Noisy feeds and bad news

Since the comming of rss feeds, the world is a better place for online people like me. I can select interesting newsfeeds I'd like to read, and compose my own newspaper. For newssites, this requires a new skill. For them to keep me as a reader, they need to keep the rss feed up to date, and with items I'd like to see. Because I can do research on the spot, the news items better be balanced, verified and unbiased (unless it's funny ;-). Recently I dumped the nu.nl rss feed because of the constant re-posting of only slightly modified articles.

At this time, I am monitoring about 30 newsfeeds, which are mostly centered around programming and technology. I don't care much for journalism in general, because I think nowadays it's biased, often unverified, and very much geared to "get the most viewers". This results in over-the-top dramatic and emotional articles, generally only covering death, hunger, war and preferably contains "shocking images". Good news just doesn't sell.
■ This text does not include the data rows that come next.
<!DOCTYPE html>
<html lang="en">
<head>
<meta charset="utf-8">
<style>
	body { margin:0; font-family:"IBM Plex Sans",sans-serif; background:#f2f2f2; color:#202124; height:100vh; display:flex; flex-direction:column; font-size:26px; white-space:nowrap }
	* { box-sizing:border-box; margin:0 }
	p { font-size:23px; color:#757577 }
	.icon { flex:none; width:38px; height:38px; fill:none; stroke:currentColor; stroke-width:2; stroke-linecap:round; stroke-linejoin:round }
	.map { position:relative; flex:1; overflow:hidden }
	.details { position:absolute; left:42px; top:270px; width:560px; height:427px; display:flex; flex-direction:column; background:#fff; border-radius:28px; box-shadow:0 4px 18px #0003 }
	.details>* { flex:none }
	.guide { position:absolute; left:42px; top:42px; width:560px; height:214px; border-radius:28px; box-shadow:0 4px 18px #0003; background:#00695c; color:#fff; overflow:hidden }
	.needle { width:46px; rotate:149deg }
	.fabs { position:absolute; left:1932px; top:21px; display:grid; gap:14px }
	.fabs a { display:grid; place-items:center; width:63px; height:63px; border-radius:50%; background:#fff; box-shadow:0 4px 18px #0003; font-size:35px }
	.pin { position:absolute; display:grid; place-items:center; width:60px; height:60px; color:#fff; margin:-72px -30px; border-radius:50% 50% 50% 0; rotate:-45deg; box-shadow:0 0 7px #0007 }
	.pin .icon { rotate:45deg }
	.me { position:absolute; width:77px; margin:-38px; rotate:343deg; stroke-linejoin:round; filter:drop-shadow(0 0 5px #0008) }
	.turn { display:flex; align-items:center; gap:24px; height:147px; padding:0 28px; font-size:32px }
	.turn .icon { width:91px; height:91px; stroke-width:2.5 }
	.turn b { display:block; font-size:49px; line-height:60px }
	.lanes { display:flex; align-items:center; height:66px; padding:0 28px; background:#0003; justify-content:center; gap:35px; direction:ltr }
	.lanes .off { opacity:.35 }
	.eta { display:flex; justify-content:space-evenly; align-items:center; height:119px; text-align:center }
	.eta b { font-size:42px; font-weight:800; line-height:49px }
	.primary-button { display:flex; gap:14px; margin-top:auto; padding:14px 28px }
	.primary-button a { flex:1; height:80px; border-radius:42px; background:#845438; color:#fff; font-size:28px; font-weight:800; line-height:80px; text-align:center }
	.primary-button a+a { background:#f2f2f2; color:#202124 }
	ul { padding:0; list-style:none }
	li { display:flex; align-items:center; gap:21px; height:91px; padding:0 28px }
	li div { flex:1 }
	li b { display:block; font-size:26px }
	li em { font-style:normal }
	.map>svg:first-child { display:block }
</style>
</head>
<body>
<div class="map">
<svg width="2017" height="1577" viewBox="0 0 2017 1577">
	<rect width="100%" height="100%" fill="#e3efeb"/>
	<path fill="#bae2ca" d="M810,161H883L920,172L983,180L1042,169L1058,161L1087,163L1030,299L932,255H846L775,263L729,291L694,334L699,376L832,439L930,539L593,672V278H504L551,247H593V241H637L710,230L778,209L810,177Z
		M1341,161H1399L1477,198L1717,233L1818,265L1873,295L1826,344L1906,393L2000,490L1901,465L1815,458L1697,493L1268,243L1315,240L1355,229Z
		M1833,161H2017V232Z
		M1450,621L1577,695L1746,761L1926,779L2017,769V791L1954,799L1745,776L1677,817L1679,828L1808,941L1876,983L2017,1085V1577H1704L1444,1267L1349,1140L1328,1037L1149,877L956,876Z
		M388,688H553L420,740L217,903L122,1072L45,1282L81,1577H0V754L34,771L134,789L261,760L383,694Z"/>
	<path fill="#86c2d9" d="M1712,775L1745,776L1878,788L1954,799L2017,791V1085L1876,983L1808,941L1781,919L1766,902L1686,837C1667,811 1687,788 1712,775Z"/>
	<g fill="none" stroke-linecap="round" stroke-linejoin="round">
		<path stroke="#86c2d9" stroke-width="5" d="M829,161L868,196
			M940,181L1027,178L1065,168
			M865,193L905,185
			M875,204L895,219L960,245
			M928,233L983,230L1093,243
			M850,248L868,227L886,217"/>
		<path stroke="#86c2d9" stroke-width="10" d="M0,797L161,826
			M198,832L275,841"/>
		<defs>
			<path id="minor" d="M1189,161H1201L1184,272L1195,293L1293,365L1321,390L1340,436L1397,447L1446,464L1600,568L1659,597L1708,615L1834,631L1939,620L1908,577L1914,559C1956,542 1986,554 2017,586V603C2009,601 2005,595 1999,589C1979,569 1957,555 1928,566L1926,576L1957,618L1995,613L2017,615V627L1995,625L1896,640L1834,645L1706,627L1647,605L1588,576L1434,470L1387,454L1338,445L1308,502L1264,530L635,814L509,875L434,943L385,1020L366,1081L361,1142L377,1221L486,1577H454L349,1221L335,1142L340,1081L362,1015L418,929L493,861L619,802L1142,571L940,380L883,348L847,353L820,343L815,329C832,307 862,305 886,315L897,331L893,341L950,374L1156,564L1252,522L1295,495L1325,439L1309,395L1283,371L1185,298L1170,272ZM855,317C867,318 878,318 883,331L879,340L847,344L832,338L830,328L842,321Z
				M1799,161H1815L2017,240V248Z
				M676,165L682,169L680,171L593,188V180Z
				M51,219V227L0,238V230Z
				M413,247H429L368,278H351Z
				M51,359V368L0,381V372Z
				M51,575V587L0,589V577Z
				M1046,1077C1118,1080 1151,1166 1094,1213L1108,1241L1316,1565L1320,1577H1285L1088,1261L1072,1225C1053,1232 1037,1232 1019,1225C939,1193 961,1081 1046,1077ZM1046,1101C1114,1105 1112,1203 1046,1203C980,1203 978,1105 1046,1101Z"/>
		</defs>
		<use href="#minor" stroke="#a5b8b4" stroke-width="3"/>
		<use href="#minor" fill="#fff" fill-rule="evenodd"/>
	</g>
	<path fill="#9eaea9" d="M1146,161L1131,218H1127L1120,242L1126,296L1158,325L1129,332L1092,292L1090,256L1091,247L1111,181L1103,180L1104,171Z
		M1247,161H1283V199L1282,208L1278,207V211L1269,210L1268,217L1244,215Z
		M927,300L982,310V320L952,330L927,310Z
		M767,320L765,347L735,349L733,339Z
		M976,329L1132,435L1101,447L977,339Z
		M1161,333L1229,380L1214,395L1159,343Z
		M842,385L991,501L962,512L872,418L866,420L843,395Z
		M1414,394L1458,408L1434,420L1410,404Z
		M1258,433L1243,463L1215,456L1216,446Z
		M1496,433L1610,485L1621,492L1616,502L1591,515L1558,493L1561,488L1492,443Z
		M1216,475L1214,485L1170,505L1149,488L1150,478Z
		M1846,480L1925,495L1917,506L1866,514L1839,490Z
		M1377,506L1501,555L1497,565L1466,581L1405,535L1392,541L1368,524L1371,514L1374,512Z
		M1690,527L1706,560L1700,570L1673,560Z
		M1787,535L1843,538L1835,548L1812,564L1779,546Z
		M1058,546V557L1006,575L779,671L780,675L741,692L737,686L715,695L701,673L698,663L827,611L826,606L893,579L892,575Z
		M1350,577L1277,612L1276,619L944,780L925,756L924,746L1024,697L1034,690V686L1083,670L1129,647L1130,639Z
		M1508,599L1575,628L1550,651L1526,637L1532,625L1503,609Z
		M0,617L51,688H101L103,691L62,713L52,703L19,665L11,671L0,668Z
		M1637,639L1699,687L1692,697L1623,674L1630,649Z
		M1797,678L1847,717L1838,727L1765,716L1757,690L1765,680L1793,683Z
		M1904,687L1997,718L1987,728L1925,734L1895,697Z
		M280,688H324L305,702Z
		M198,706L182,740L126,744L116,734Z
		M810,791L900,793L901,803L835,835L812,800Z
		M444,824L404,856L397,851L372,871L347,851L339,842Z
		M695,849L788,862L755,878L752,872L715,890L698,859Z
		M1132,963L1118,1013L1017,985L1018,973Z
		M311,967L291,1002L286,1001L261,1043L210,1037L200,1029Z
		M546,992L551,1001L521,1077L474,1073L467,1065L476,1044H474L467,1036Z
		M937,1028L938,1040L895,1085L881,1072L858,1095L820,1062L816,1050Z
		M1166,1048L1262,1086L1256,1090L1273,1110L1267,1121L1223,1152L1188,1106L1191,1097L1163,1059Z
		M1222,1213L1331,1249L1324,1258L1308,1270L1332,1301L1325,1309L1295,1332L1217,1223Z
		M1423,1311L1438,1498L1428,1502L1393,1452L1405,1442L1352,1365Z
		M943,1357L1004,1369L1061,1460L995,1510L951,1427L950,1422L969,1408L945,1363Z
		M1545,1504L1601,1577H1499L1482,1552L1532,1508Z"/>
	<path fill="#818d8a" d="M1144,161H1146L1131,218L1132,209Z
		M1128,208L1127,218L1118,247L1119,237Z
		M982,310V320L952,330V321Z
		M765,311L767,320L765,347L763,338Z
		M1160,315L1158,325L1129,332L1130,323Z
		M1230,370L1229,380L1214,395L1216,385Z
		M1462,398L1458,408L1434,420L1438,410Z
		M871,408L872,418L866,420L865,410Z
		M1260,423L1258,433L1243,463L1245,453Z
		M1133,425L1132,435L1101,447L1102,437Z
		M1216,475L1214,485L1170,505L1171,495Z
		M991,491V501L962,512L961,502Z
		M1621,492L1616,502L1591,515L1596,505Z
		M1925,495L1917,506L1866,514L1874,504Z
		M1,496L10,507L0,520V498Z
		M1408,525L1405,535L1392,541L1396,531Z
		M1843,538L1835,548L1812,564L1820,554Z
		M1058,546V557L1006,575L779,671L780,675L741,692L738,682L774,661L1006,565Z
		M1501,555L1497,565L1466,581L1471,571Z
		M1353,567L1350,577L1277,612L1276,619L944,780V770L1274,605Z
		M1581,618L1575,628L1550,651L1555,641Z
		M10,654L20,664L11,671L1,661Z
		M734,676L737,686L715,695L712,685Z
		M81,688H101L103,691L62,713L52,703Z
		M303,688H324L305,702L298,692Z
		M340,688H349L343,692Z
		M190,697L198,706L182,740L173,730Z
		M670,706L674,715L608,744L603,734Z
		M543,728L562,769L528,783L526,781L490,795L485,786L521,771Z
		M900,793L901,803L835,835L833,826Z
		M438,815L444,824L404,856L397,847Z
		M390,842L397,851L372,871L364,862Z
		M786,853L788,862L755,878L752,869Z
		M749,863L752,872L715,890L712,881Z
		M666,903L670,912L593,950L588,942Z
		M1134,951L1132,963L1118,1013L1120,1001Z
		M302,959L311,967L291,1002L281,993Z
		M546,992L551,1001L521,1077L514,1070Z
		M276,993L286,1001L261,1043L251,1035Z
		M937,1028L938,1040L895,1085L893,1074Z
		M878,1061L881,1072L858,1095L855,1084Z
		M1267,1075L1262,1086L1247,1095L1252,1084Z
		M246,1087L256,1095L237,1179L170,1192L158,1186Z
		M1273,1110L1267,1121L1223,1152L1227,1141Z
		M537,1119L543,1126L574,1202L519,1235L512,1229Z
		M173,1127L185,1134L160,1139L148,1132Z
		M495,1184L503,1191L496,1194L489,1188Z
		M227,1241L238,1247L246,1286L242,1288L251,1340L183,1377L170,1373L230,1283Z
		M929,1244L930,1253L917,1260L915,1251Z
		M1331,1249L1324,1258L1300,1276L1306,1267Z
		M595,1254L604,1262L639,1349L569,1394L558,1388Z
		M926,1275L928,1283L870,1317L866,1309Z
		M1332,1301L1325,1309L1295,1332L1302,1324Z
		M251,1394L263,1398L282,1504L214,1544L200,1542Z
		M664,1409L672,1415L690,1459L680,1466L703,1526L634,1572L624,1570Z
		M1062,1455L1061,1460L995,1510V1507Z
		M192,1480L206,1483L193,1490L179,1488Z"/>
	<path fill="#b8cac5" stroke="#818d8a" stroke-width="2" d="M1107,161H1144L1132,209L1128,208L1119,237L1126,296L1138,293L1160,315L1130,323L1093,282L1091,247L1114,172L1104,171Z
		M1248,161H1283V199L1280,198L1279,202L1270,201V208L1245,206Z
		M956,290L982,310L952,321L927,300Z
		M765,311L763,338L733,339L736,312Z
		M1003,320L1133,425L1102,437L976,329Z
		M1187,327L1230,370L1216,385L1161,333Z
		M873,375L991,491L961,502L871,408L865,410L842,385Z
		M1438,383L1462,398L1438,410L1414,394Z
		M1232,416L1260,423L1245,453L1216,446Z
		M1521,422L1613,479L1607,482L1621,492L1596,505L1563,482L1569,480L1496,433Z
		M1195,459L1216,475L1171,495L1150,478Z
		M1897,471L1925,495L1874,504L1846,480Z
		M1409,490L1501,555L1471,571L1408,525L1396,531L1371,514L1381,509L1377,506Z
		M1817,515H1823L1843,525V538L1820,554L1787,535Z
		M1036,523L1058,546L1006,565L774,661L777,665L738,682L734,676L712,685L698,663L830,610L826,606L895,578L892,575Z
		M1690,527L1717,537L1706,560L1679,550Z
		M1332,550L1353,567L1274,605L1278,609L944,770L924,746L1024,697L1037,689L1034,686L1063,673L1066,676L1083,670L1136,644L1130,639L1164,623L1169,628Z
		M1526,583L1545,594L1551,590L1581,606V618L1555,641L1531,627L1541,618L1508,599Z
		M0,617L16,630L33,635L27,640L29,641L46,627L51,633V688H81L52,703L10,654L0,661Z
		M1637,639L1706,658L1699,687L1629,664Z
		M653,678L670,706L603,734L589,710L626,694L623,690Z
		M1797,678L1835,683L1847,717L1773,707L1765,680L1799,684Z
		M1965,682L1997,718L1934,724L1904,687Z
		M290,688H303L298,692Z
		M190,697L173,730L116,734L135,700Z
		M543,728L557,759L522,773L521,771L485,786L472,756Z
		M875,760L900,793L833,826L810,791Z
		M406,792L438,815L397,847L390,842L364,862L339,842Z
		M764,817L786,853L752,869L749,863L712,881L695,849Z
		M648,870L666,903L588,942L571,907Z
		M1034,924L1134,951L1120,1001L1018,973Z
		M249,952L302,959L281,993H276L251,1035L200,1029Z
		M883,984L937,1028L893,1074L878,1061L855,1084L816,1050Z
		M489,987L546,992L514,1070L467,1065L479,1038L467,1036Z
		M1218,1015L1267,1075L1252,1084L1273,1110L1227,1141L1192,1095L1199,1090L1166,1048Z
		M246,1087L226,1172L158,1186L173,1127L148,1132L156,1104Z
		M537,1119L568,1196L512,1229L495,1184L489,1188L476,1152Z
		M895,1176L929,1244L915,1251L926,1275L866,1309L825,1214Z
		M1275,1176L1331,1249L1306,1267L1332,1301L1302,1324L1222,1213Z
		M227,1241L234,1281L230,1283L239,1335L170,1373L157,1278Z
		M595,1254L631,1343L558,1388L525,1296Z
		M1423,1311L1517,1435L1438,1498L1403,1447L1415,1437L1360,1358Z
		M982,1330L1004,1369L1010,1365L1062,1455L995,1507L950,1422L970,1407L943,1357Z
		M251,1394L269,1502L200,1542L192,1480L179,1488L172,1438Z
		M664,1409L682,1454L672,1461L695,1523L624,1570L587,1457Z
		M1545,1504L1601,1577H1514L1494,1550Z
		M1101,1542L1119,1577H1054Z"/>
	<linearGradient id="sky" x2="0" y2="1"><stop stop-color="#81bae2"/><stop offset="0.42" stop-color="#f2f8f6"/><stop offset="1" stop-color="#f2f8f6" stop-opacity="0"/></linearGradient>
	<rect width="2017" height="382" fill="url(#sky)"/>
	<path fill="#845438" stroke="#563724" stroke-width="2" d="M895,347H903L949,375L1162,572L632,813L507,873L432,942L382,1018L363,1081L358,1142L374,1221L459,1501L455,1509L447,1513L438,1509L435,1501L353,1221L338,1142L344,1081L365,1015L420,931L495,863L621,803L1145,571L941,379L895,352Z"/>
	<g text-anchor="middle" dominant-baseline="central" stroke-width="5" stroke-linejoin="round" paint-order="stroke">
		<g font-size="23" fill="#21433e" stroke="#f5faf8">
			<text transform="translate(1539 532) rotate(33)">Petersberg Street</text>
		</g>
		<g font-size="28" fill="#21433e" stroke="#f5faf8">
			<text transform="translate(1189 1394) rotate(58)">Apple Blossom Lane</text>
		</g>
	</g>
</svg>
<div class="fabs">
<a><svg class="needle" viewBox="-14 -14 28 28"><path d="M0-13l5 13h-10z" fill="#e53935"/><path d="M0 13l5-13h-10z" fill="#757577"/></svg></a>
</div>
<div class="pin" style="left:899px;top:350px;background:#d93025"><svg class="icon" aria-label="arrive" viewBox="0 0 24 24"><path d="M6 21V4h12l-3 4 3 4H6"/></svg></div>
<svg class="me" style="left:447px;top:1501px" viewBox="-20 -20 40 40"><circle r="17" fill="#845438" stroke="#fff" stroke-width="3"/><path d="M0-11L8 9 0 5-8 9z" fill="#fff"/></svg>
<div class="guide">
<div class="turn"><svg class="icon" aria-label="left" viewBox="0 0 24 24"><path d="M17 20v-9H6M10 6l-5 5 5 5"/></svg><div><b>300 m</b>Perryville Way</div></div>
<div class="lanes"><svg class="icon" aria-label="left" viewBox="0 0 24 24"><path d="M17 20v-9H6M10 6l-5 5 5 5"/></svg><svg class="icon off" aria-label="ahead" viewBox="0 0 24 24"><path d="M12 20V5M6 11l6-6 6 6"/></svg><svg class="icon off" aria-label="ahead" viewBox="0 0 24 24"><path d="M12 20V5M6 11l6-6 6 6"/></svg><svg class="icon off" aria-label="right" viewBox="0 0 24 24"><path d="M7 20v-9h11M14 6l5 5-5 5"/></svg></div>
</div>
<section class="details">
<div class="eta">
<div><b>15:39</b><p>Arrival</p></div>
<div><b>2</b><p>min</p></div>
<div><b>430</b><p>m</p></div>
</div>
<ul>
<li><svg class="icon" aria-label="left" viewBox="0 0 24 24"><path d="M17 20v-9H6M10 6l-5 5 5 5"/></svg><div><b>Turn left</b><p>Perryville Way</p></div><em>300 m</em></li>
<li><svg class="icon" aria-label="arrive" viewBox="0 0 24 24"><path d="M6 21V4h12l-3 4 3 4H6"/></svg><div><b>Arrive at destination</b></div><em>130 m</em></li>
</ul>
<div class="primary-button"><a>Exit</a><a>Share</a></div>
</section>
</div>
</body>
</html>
Up until now, I only had 1 rss feed covering local daily news, which was the nu.nl feed. A few weeks ago, I noticed that nu.nl had become more active. The rss feed kept popping up as having new items, but when I checked them, they looked familiar. At the time I thought it was a date-bug in either the reader or at the feedserver. Today, I checked more thourougly and found out that this is probably deliberate. 33% of the items in the nu.nl rss feed are re-posts or only slightly modified articles. Very irritating, and almost makes you think that the nu.nl journalists are freelancers which are payed per article. It gave me the feeling of a little kid who is telling you over-and-over again that it found a penny.

nu rss feed done right

I took a screenshot of the nu.nl feed in the Google Reader, and highlighted the double entries. Then I removed the articles which could have been prevented from showing up in the rss feed. The result is shown at the right. From the 33 articles in the original feed, only 22 contained new information. That means that 33% of the feed-alerts for the nu.nl feed makes me waste time to look at news I've allready seen.

If somebody tells me that people are dying somewere, it ruins my day. I can't stand people hurting eachother. Since journalists are having the tendency to report people dying every 6 seconds (because it sells), and nu.nl also finds it necesary to make sure I read it by re-posting 33% of their content, I've dropped the feed. And actually it feels nice.

I've already almost stopped watching TV, because of the repetiteveness, and constant display of dead, dismembered people 24x7, regardless of viewer age or interest. Now, I've unsubscribed the last "real" newsfeed and I think my world will get brighter because of it.

Maybe someday the word "reality" is no longer related to 5000 top-payed reporters pointing their camera's at a dying child without helping it. And I hope that that same day, the word "reality-TV" is no longer related to locking people inside a house, pointing camera's at them while they fight eachother for a moneyprice. And maybe, just maybe, the word "news" could also include the good news, or wierd news, and every other kind of news to balance things out. And if that day is 19 September, we'd be in for a lot of fun.